Chris Fagan’s name has not yet been thrown up in the perennial end-of-season debate over who should emerge the fitting winner of coach of the year but on the eve of the 62-year-old’s fifth consecutive finals series it is worth considering his 2023 performance in the context of his public and private journey over the past 11 months.
Such accolades are clearly not what he is chasing as the Lions knock on the premiership door yet again, but in simple win-loss terms Fagan has joined Chris Scott as the most successful AFL coach of the past five years and could go past the Geelong coach in the finals.
Football’s poster boy for recruitment and player retention, Fagan has, under the guidance of Greg Swann, reformed the club and – what friend and former player Luke Hodge describes as – its “fractured culture”.
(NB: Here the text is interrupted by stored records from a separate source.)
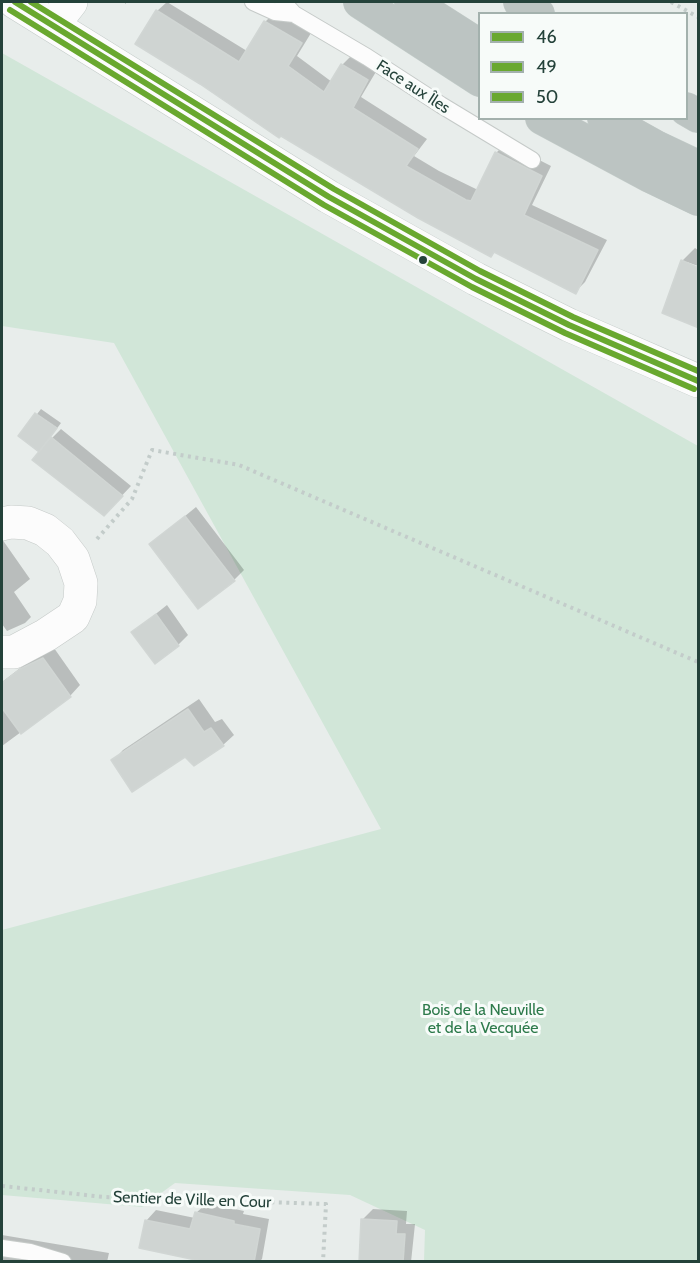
<!DOCTYPE html>
<meta charset="utf-8">
<style>
body{margin:0}
#map{position:relative;width:700px;height:1263px;overflow:hidden;background:#e8edeb;font-family:Cabin,sans-serif}
canvas{display:block}
.frame{position:absolute;inset:0;border:3px solid #24423a;pointer-events:none}
.legend{position:absolute;left:478px;top:12px;width:210px;height:108px;box-sizing:border-box;background:#f7fbf9;border:2px solid #a3b1ad;margin:0;padding:8px 10px;list-style:none;font-size:18px;color:#24423a}
.legend li{display:flex;align-items:center;gap:12px;height:30px}
.legend b{width:30px;border:2px solid #a3b1ad}
</style>
<div id="map">
<canvas width="700" height="1263"></canvas>
<div class="frame"></div>
<ul class="legend">
<li><b style="height:8px;background:#69a82f"></b>46</li>
<li><b style="height:8px;background:#69a82f"></b>49</li>
<li><b style="height:8px;background:#69a82f"></b>50</li>
</ul>
</div>
<script>
const ctx = document.querySelector('canvas').getContext('2d');
ctx.lineJoin = 'round';
function fill(path, color) {
  ctx.fillStyle = color;
  ctx.fill(path, 'evenodd');
}
function poly(rows) {
  const path = new Path2D();
  for (const r of rows) {
    path.moveTo(r[0], r[1]);
    for (let i = 2; i < r.length; i += 2) path.lineTo(r[i], r[i + 1]);
  }
  return path;
}
function stroke(path, color, width, dash) {
  ctx.strokeStyle = color;
  ctx.lineWidth = width;
  ctx.lineCap = dash ? 'butt' : 'round';
  ctx.setLineDash(dash || []);
  ctx.stroke(path);
}
function label(font, color, halo, rows, align = 'center') {
  ctx.font = font + ' Cabin,sans-serif';
  ctx.lineWidth = 6;
  ctx.setLineDash([]);
  ctx.textBaseline = 'middle';
  ctx.strokeStyle = halo;
  ctx.fillStyle = color;
  for (const [text, x, y, turn = 0] of rows) {
    ctx.save();
    ctx.translate(x, y);
    ctx.rotate((+turn || 0) * Math.PI / 180);
    ctx.textAlign = isNaN(turn) ? turn : align;
    if (halo) ctx.strokeText(text, 0, 0);
    ctx.fillText(text, 0, 0);
    ctx.restore();
  }
}
fill(poly([
 [2,53,698,446,698,1261,424,1261,425,1230,350,1195,175,1183,142,1207,2,1195,2,930,381,829,114,343,2,326]
]), '#d1e6d8');
fill(poly([
 [167,2,247,51,265,22,275,12,311,33,297,56,332,82,342,65,352,55,377,70,361,97,427,139,414,156,439,171,478,190,496,153,506,143,551,166,532,205,607,240,585,282,575,292,496,251,491,256,157,11],
 [695,248,698,250,698,266,687,262,687,265,682,261],
 [41,409,61,423,49,439,50,440,61,429,131,486,113,505,20,436],
 [196,507,244,570,234,580,151,544],
 [2,539,30,579,14,592,31,617,25,623,7,631,2,624],
 [167,605,188,635,178,645,133,632],
 [54,648,80,685,70,696,2,746,2,682,32,659],
 [199,699,215,722,222,719,234,735,223,745,194,764,185,755,113,761,123,750],
 [207,1203,244,1211,243,1214,269,1219,262,1259,259,1262,212,1262,146,1221,156,1210,195,1218,196,1213],
 [373,1209,407,1211,406,1224,415,1224,411,1262,360,1262,363,1219],
 [2,1235,109,1253,107,1262,2,1262]
]), '#0003');
const building = poly([
 [156,10,239,62,264,21,302,43,288,66,324,92,341,64,368,80,353,108,418,149,406,166,466,200,471,201,495,152,542,176,524,215,598,250,576,294,494,252,491,257,418,218,281,136,279,138,200,84,135,44,156,10],
 [681,260,699,268,699,328,662,313,681,260],
 [35,413,57,428,39,452,18,436,35,413],
 [51,437,123,496,104,516,32,460,51,437],
 [185,516,235,581,198,609,149,544,185,516],
 [156,614,179,646,155,664,131,632,156,614],
 [43,658,71,697,21,734,2,708,2,683,20,669,43,658],
 [188,709,204,732,211,728,224,746,194,766,185,757,132,792,111,760,188,709],
 [195,1212,234,1221,234,1224,260,1229,254,1262,205,1262,139,1248,145,1220,190,1229,195,1212],
 [361,1219,397,1221,396,1234,405,1234,403,1262,359,1262,361,1219]
]);
fill(building, '#cfd4d2');
stroke(building, '#d1d6d4', 1.5);
const lane = poly([
 [253,2,275,12,294,14],
 [283,2,294,14,367,57,441,105,532,160],
 [2,1248,30,1252,63,1262]
]);
const street = poly([
 [2,524,11,522,28,523,45,530,60,542,73,559,81,583,80,601,73,617,46,635,14,652,2,652]
]);
const secondary = poly([
 [15,2,329,197,476,279,569,325,698,381],
 [53,25,71,2]
]);
const highway = poly([
 [360,2,480,80],
 [411,2,480,46],
 [520,2,538,14],
 [686,109,698,116],
 [542,118,650,176,698,199],
 [604,118,656,147,698,167]
]);
stroke(lane, '#c5cac8', 18);
stroke(street, '#c5cac8', 34);
stroke(secondary, '#c3cbc8', 34);
stroke(highway, '#c3ccc9', 34);
stroke(poly([
 [125,2,126,2],
 [671,2,698,17],
 [97,539,132,499,152,450,239,465,698,662],
 [2,1186,104,1197,326,1204,323,1262]
]), '#c3ccca', 4, [3, 4.5]);
stroke(lane, '#fcfcfc', 16);
stroke(street, '#fcfcfc', 33);
stroke(secondary, '#fcfcfc', 33);
stroke(highway, '#bcc4c2', 33);
stroke(poly([
 [15,2,329,197,476,279,569,325,698,381]
]), '#69a82f', 6);
stroke(poly([
 [10,10,324,205,472,287,565,333,694,389]
]), '#69a82f', 6);
stroke(poly([
 [31,2,334,189,480,271,573,317,698,371]
]), '#69a82f', 6);
for (const [x, y, r, color] of [
 [423,260,5,"#24423a"]
]) {
  const dot = new Path2D();
  dot.arc(x, y, r, 0, 2 * Math.PI);
  ctx.fillStyle = color;
  ctx.fill(dot);
  stroke(dot, '#f7fbf9', 2);
}
label('16px', '#24423a', '#f7fbf9', [
 ["Face aux Îles",413,87,33],
 ["Sentier de Ville en Cour",192,1200,2]
]);
label('16px', '#2d7a4b', '#f7fbf9', [
 ["Bois de la Neuville",483,1010],
 ["et de la Vecquée",483,1028]
]);
</script>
But the eve of another September sits a far cry from Monday, September 19, 2022. Fresh from a preliminary final belting by Geelong, Fagan learned he was one target in a series of historic allegations by a group of First Nations players and their partners in an article to be published by the ABC.
In the days that followed he stepped away from the game as he awaited the AFL’s stated intention to resolve the devastating and complex matter by Christmas. Fagan, who has from the outset strenuously denied the allegations against him, barely left his house for the next two weeks, stepping outside for exercise only at night when he hoped he wouldn’t run into other people.